▶ [DESCRIPTION OF THE TASK] Here the requirement is to repeat every record exactly, in full.

== Segment start ==

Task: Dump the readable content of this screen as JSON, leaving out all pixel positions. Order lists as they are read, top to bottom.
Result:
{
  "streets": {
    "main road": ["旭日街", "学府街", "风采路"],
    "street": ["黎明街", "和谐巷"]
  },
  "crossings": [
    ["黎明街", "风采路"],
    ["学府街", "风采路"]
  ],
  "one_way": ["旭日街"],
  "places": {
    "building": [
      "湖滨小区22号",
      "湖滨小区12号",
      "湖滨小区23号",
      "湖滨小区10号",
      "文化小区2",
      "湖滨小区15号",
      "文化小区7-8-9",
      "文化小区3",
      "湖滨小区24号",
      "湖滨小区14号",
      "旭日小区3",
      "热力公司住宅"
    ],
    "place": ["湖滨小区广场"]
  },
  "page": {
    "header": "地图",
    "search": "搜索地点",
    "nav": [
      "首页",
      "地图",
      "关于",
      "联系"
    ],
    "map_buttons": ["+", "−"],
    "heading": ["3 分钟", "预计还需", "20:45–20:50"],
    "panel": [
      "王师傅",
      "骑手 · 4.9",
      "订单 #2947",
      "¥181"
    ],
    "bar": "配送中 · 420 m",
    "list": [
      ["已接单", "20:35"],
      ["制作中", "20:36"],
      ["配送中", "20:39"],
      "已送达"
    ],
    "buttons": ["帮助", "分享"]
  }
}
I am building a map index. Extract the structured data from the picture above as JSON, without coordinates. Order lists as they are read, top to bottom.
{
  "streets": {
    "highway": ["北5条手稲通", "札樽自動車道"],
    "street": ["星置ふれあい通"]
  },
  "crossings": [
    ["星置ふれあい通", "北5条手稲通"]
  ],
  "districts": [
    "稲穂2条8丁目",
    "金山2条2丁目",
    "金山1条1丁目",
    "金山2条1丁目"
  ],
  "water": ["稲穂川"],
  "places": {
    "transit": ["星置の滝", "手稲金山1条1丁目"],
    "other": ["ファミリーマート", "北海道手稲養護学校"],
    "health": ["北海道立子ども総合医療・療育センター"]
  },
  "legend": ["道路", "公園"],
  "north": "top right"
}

== Segment end ==

▶ [SOLUTION TO THIS EXERCISE]
Task: Dump the readable content of this screen as JSON, leaving out all pixel positions. Order lists as they are read, top to bottom.
Result:
{
  "streets": {
    "main road": ["旭日街", "学府街", "风采路"],
    "street": ["黎明街", "和谐巷"]
  },
  "crossings": [
    ["黎明街", "风采路"],
    ["学府街", "风采路"]
  ],
  "one_way": ["旭日街"],
  "places": {
    "building": [
      "湖滨小区22号",
      "湖滨小区12号",
      "湖滨小区23号",
      "湖滨小区10号",
      "文化小区2",
      "湖滨小区15号",
      "文化小区7-8-9",
      "文化小区3",
      "湖滨小区24号",
      "湖滨小区14号",
      "旭日小区3",
      "热力公司住宅"
    ],
    "place": ["湖滨小区广场"]
  },
  "page": {
    "header": "地图",
    "search": "搜索地点",
    "nav": [
      "首页",
      "地图",
      "关于",
      "联系"
    ],
    "map_buttons": ["+", "−"],
    "heading": ["3 分钟", "预计还需", "20:45–20:50"],
    "panel": [
      "王师傅",
      "骑手 · 4.9",
      "订单 #2947",
      "¥181"
    ],
    "bar": "配送中 · 420 m",
    "list": [
      ["已接单", "20:35"],
      ["制作中", "20:36"],
      ["配送中", "20:39"],
      "已送达"
    ],
    "buttons": ["帮助", "分享"]
  }
}
I am building a map index. Extract the structured data from the picture above as JSON, without coordinates. Order lists as they are read, top to bottom.
{
  "streets": {
    "highway": ["北5条手稲通", "札樽自動車道"],
    "street": ["星置ふれあい通"]
  },
  "crossings": [
    ["星置ふれあい通", "北5条手稲通"]
  ],
  "districts": [
    "稲穂2条8丁目",
    "金山2条2丁目",
    "金山1条1丁目",
    "金山2条1丁目"
  ],
  "water": ["稲穂川"],
  "places": {
    "transit": ["星置の滝", "手稲金山1条1丁目"],
    "other": ["ファミリーマート", "北海道手稲養護学校"],
    "health": ["北海道立子ども総合医療・療育センター"]
  },
  "legend": ["道路", "公園"],
  "north": "top right"
}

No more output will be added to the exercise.